Word for word, write the records out again, but omit each picture.

Collected data:
[Start of Attachment]

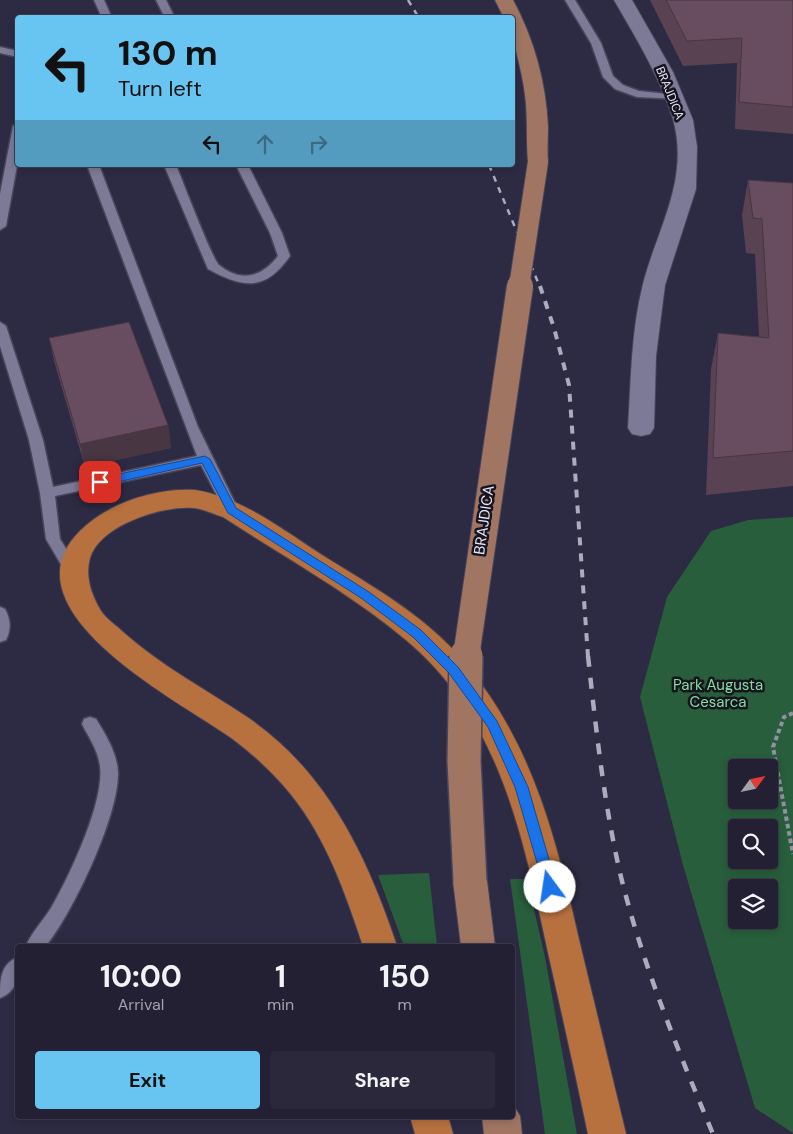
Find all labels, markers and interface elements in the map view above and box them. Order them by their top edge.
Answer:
text: 130 m [118,30,218,76]
icon: left [35,35,100,100]
street label: BRAJDICA [652,64,688,122]
text: Turn left [118,74,202,103]
icon: left [198,130,226,158]
icon: ahead [251,130,279,158]
icon: right [304,130,332,158]
pin [79,461,121,503]
icon: arrive [86,468,114,496]
street label: BRAJDICA [469,484,499,556]
park label: Park Augusta Cesarca [673,675,763,712]
north arrow [728,759,778,809]
map controls [728,759,778,929]
button: search [728,819,778,869]
position arrow [523,860,575,912]
button: layers [728,879,778,929]
text: 10:00 [100,957,182,996]
text: 1 [275,957,286,996]
text: 150 [379,957,430,996]
text: Arrival [118,994,164,1015]
text: min [267,994,294,1015]
text: m [397,994,412,1015]
button: Exit [35,1051,260,1109]
button: Share [270,1051,495,1109]

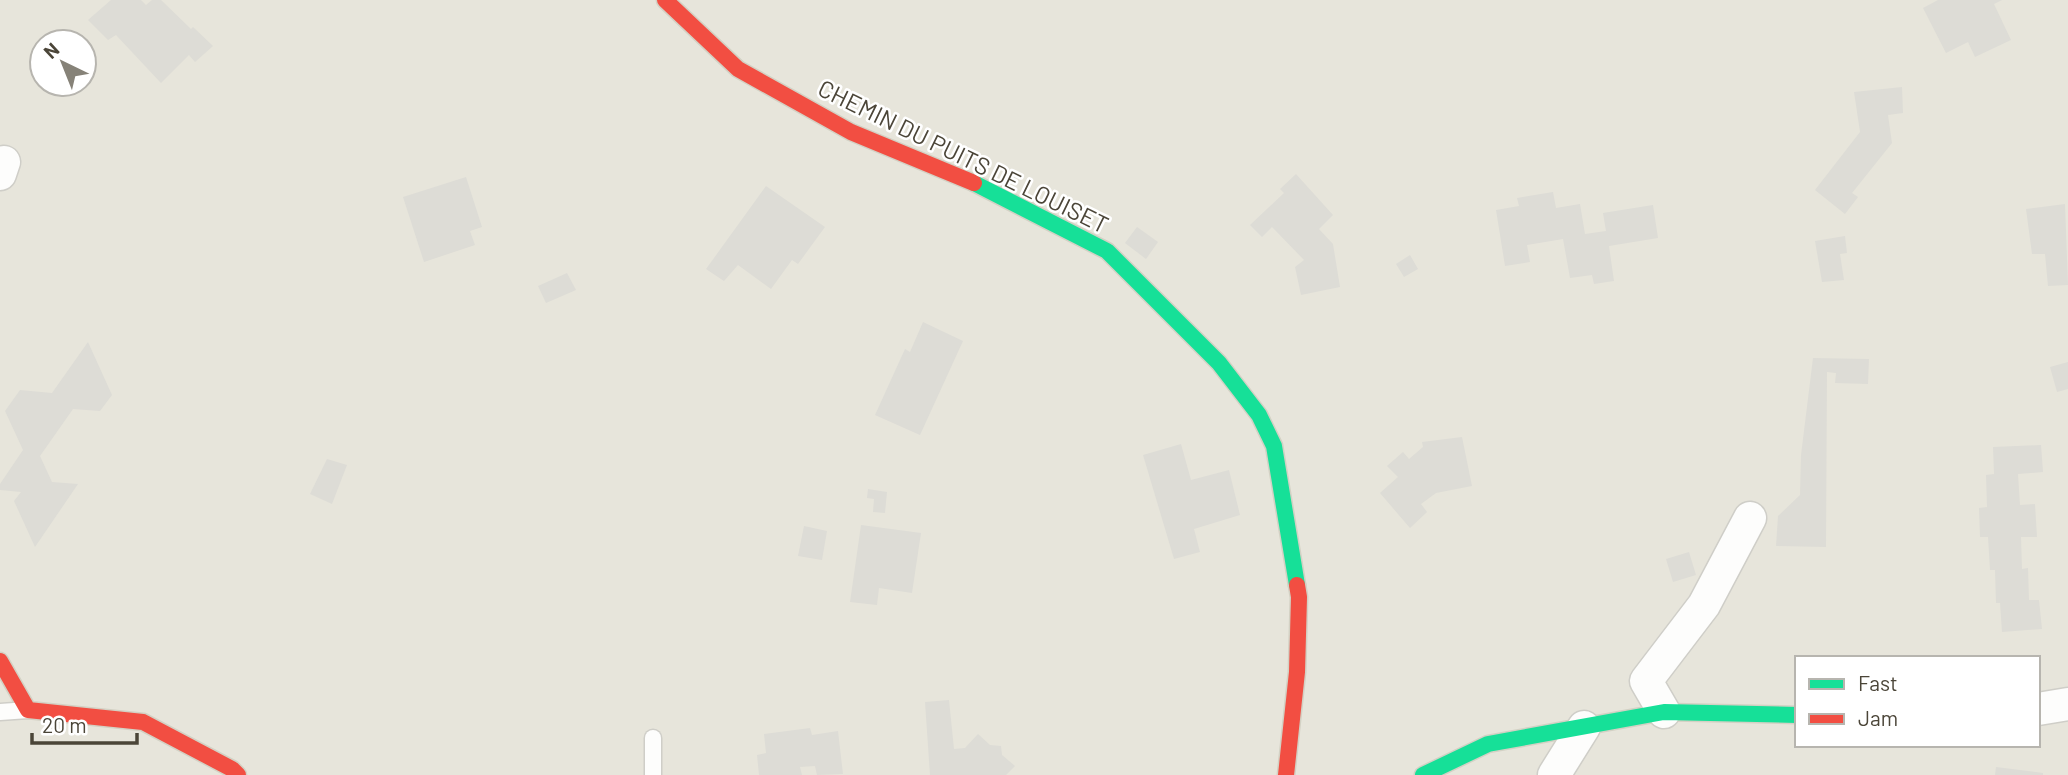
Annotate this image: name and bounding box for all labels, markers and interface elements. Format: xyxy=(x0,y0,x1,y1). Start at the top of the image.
north arrow xyxy=(28,28,98,98)
text: N xyxy=(39,37,64,63)
street label: CHEMIN DU PUITS DE LOUISET xyxy=(814,73,1114,239)
legend xyxy=(1795,656,2040,747)
text: Fast xyxy=(1858,670,1898,695)
scale bar xyxy=(32,702,136,746)
text: Jam xyxy=(1858,705,1898,730)
text: 20 m xyxy=(42,712,87,737)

[End of Attachment]

**Response**
Find all labels, markers and interface elements in the map view above and box them. Order them by their top edge.
Answer:
text: 130 m [118,30,218,76]
icon: left [35,35,100,100]
street label: BRAJDICA [652,64,688,122]
text: Turn left [118,74,202,103]
icon: left [198,130,226,158]
icon: ahead [251,130,279,158]
icon: right [304,130,332,158]
pin [79,461,121,503]
icon: arrive [86,468,114,496]
street label: BRAJDICA [469,484,499,556]
park label: Park Augusta Cesarca [673,675,763,712]
north arrow [728,759,778,809]
map controls [728,759,778,929]
button: search [728,819,778,869]
position arrow [523,860,575,912]
button: layers [728,879,778,929]
text: 10:00 [100,957,182,996]
text: 1 [275,957,286,996]
text: 150 [379,957,430,996]
text: Arrival [118,994,164,1015]
text: min [267,994,294,1015]
text: m [397,994,412,1015]
button: Exit [35,1051,260,1109]
button: Share [270,1051,495,1109]

Annotate this image: name and bounding box for all labels, markers and interface elements. Format: xyxy=(x0,y0,x1,y1). Start at the top of the image.
north arrow xyxy=(28,28,98,98)
text: N xyxy=(39,37,64,63)
street label: CHEMIN DU PUITS DE LOUISET xyxy=(814,73,1114,239)
legend xyxy=(1795,656,2040,747)
text: Fast xyxy=(1858,670,1898,695)
scale bar xyxy=(32,702,136,746)
text: Jam xyxy=(1858,705,1898,730)
text: 20 m xyxy=(42,712,87,737)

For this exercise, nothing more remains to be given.